Tacaña

Sandra Benedí Lázaro//

Hace un par de meses trabajaba los sábados y domingos de dependienta en una tienda de cosmética y belleza situada en la calle Alfonso, uno de los paseos más transitados de la ciudad de Zaragoza. No había fin de semana en el que la tienda no estuviese abarrotada de personas de todas clases: clientes que entraban únicamente con la intención de perfumarse con todo lo que encontrasen en la sección de alta gama -algunos de ellos salían del local oliendo peor que antes-, hombres que preguntaban si podían probar los desodorantes en las axilas, mujeres que querían muestras de cremas de alta gama por cada producto que comprasen -incluso cuando se trataba de una lima de uñas de 1€. Sin embargo, una de las clientas a las que atendí en mi último mes de trabajo me recordó a un personaje de mi infancia: el tío Gilito. Ese pato gruñón, codicioso y sobre todo tacaño, pariente de Donald. Le cuesta gastarse el dinero en cualquier cosa, y, si lo hace, no puede costar ni un céntimo más de lo que espera. La clienta en cuestión posee estas características que remiten a ese personaje.  

Se trataba de una señora de mediana edad, rondaría los 55 años. El pelo castaño largo con ondas voluminosas, los labios pintados de rojo pasión, los pantalones vaqueros ajustados, el abrigo con estampado de leopardo, las botas altas y el bolso -o falso bolso- de Louis Vuitton denotaron la presencia de esta mujer en la tienda. Todas mis compañeras estaban atendiendo, mientras que yo estaba cambiando los precios de los productos, hasta que se acercó a mí. 

-Hola, ¿me puedes ayudar? Es que estoy buscando un pintalabios rojo, pero muy rojo. Como el que llevo. ¿No tendrás este por casualidad? Es de Maybelline.
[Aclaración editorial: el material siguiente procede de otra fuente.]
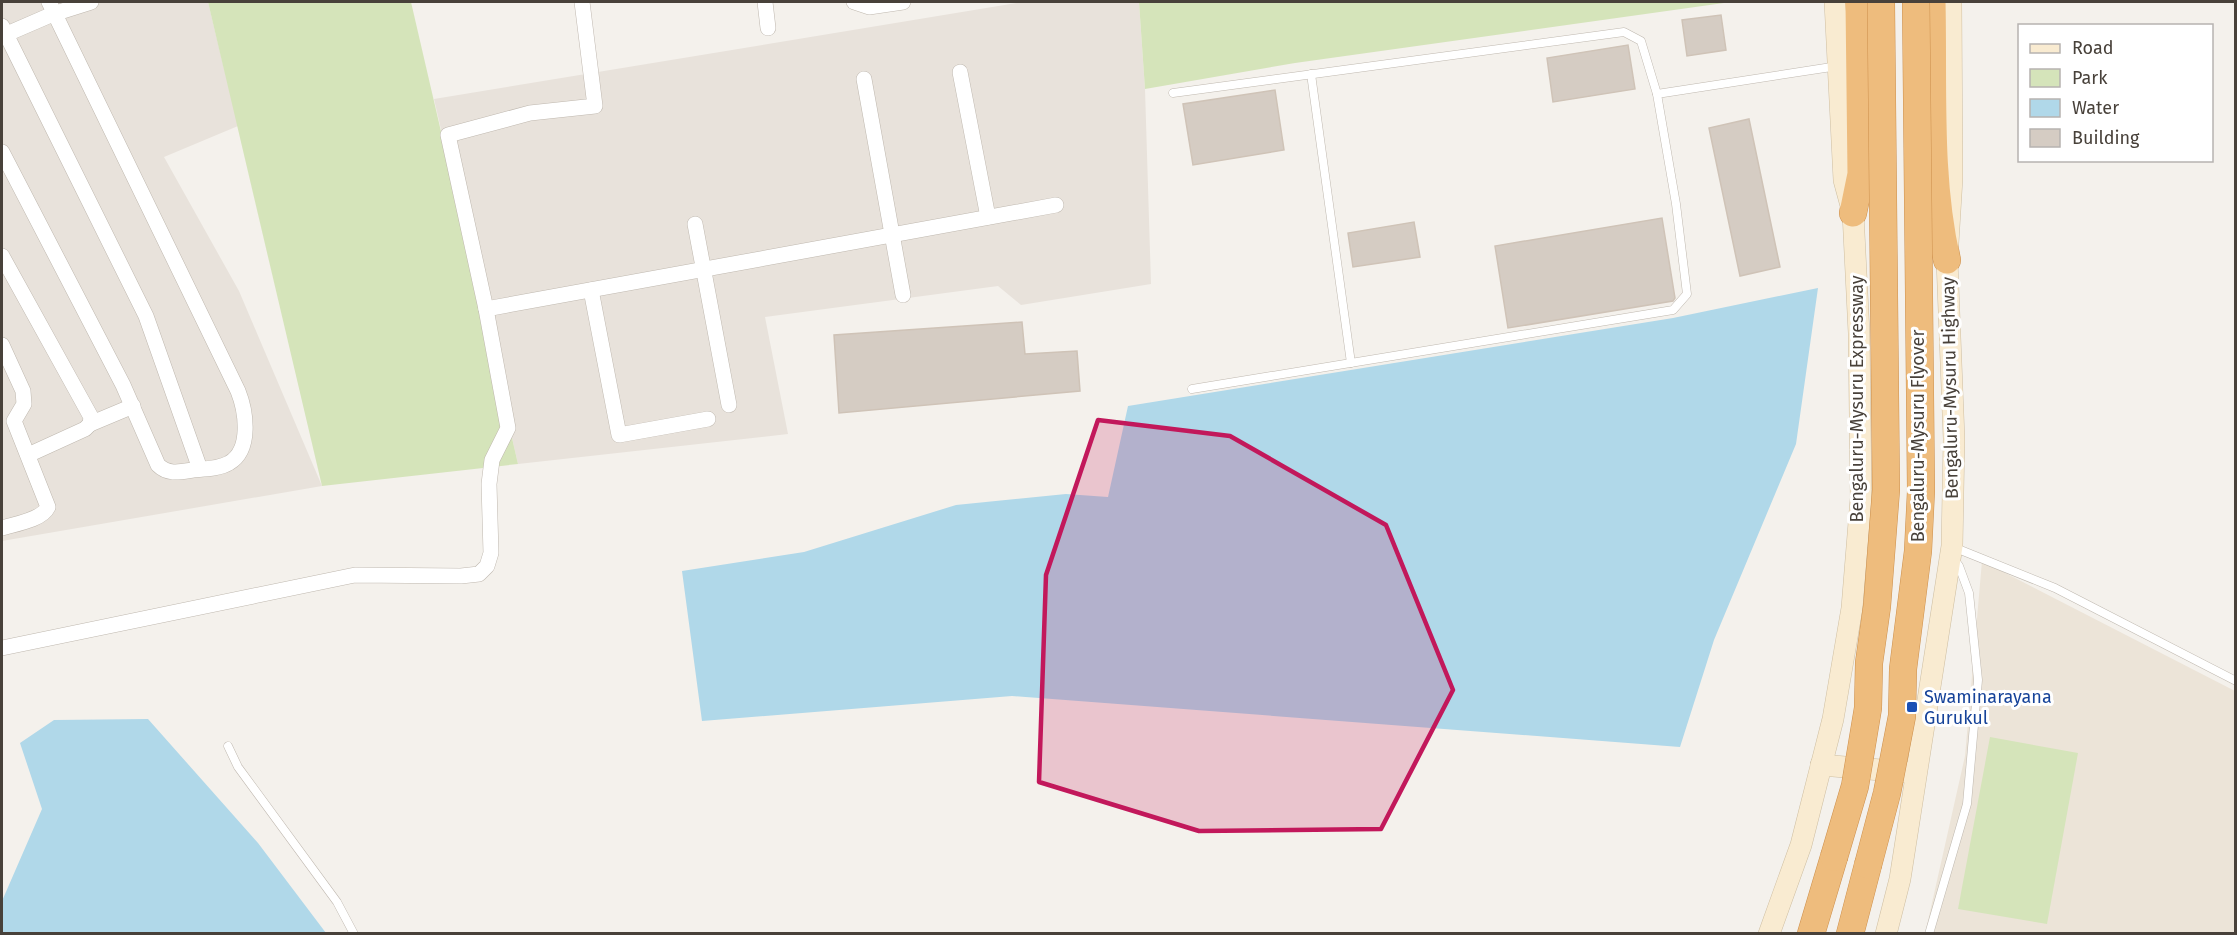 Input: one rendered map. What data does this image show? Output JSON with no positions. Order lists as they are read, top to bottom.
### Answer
{
  "streets": {
    "highway": ["Bengaluru-Mysuru Highway", "Bengaluru-Mysuru Expressway", "Bengaluru-Mysuru Flyover"]
  },
  "places": {
    "transit": ["Swaminarayana Gurukul"]
  },
  "legend": [
    "Road",
    "Park",
    "Water",
    "Building"
  ]
} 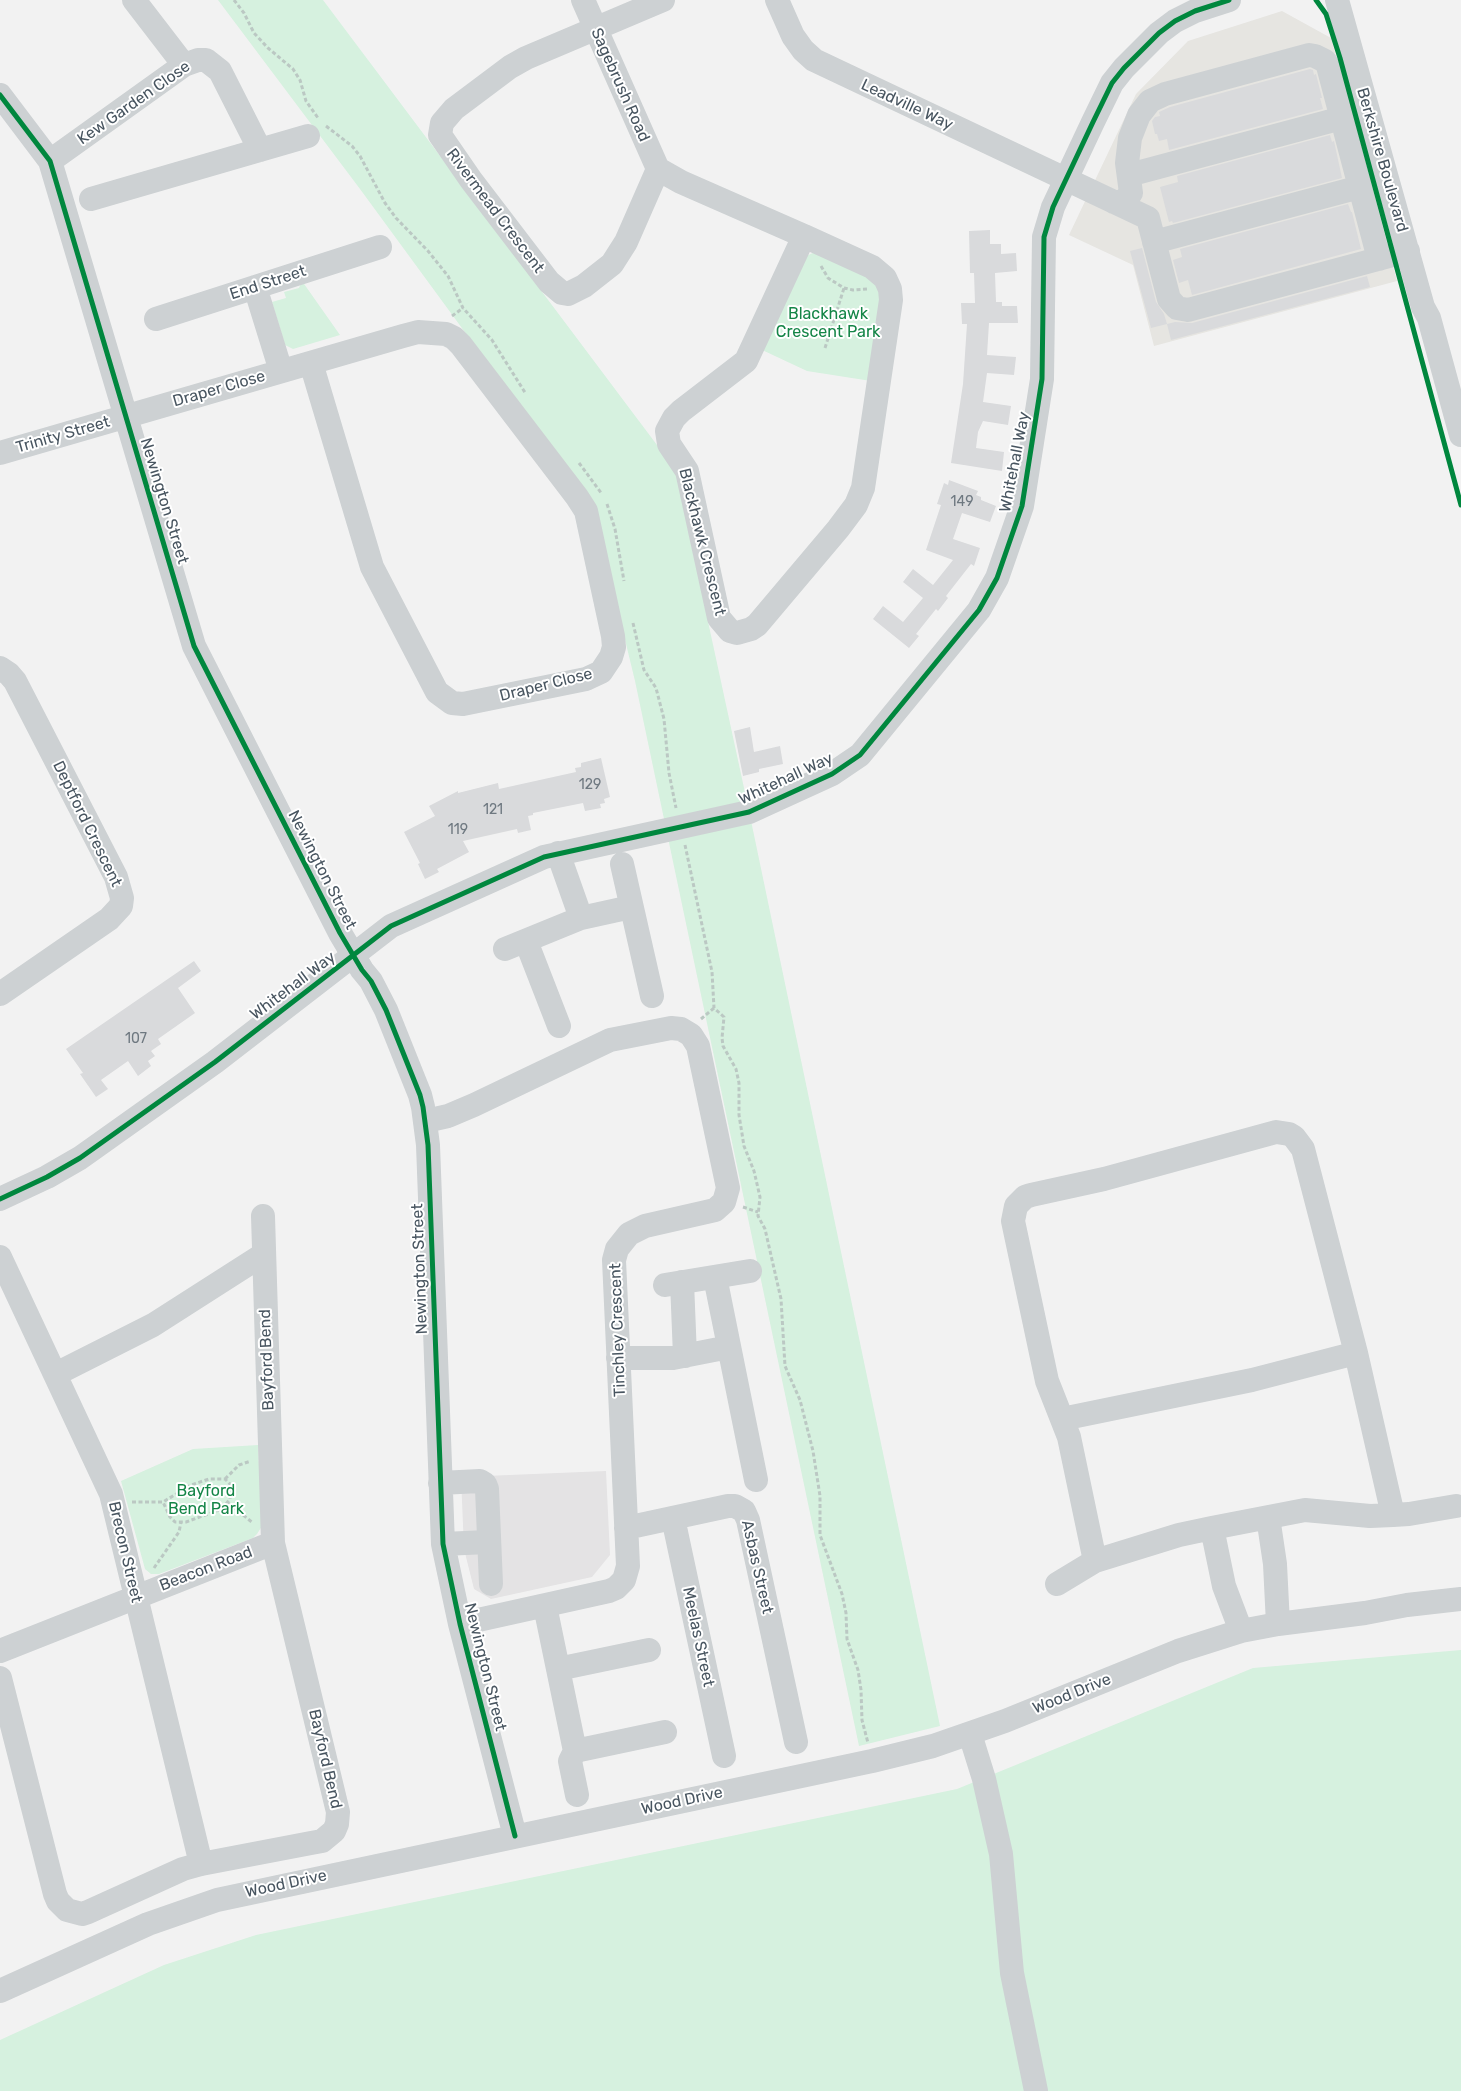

Le pregunté por el número del tono de pintalabios. Ante lo que me respondió que no lo sabía. Se supone que debía adivinar entre los 10 tonos de rojo posibles cuál era el suyo y acertar. Le recomendé que volviese otro día con ese pintalabios para poder comprar exactamente el mismo sin equivocarse. Se negó y me pidió ayuda para encontrar un tono que le gustase, ante lo que accedí, ya que ese era mi trabajo. Después de probarme varios tonos de rojo en la mano y parecer que me estaba desangrando, la clienta no estaba contenta con ninguno. Le pregunté por el rango de precio que estaba dispuesta a gastar y me dijo que si no era el de Maybelline no quería gastar más de 5€. Estaba empezando a ser “una clienta tiquismiquis”. Encontré un pintalabios rojo pasión, como el que ella estaba buscando. Tenía un precio de 6€, pero no pensé que la diferencia de un euro le fuese a importar. El color le encantó, al contrario que el precio. De hecho, me comentó que hace mucho ella utilizaba ese pintalabios y, en ese momento, se acababa de enterar de que había subido de precio. No daba crédito a que los 4,50€ hubiesen pasado a ser 6€. No estaba dispuesta a comprarlo, e incluso se molestó conmigo por enseñarle un producto 1€ más caro del precio que me había dicho. No sabía que un euro podía suponer tanto para una mujer que, por su apariencia, parecía tener más de 6€ en el bolso.

Me causan gracia este tipo de personas que quieren aparentar que tienen un gran poder adquisitivo y gastan mucho dinero, pero, a la hora de la verdad, se enfadan porque su champú favorito ha subido cincuenta céntimos. Estoy segura de que tienen problemas mucho mayores, sin embargo, el escándalo que generan esta clase de personas al ver una mínima subida de precio parece un espectáculo. No falta la crítica a Pedro Sánchez o sus socios de gobierno: “¡Es que todo es culpa de los socialistas!”. ¿De verdad crees que Pedro Sánchez quería que tu pintalabios subiese 1,50€? No soy experta en economía, pero sé que las marcas cambian sus precios cada cierto tiempo en función de la demanda y popularidad que van adquiriendo con el tiempo. No es ni mi culpa ni la de Pedro Sánchez que tu pintalabios favorito haya subido de precio. Es parte de la oferta y demanda. Los precios suben y bajan, al igual que los productos aparecen y desaparecen, pero los tacaños y tacañas, o tíos Gilitos, siempre están ahí para hacerle el trabajo imposible a las dependientas y dependientes.